*Assignment*.
Search the entries for lines with the string "text" and say how many there are, giving only the number.

-*-*-

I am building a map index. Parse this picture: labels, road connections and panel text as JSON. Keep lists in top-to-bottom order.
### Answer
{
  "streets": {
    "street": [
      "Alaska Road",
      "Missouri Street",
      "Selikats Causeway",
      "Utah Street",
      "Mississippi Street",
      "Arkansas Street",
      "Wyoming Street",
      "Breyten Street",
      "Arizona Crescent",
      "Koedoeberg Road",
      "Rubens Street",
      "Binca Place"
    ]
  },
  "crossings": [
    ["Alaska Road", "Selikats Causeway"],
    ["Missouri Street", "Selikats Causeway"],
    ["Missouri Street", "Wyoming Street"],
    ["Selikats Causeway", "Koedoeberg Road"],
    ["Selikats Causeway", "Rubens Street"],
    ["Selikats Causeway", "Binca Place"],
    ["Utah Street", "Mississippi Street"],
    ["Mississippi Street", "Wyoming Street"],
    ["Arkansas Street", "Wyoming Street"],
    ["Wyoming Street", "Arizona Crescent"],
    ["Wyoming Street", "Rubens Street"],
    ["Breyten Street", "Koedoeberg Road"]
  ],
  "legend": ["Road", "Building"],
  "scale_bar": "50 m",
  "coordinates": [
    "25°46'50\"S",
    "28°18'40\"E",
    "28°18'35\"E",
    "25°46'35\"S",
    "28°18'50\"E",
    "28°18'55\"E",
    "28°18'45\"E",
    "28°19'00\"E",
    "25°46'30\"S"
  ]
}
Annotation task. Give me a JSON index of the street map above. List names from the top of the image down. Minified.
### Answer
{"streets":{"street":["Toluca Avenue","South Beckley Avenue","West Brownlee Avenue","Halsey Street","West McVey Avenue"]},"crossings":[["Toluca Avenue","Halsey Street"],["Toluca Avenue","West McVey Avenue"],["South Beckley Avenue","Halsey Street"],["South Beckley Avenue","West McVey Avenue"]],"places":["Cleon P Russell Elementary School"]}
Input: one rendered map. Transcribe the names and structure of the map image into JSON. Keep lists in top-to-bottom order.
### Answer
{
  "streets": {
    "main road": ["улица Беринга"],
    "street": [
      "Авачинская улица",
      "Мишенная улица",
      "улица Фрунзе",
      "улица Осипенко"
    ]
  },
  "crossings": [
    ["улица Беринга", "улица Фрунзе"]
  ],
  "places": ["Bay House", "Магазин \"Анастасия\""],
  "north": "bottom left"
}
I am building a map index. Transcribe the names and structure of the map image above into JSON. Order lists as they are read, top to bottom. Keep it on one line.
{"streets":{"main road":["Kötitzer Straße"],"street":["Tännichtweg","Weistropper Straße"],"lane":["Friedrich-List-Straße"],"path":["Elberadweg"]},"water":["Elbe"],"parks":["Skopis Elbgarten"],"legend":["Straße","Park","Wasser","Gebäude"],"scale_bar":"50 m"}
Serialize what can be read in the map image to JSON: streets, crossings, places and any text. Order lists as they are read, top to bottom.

-*-*-

*Exercise output*.
2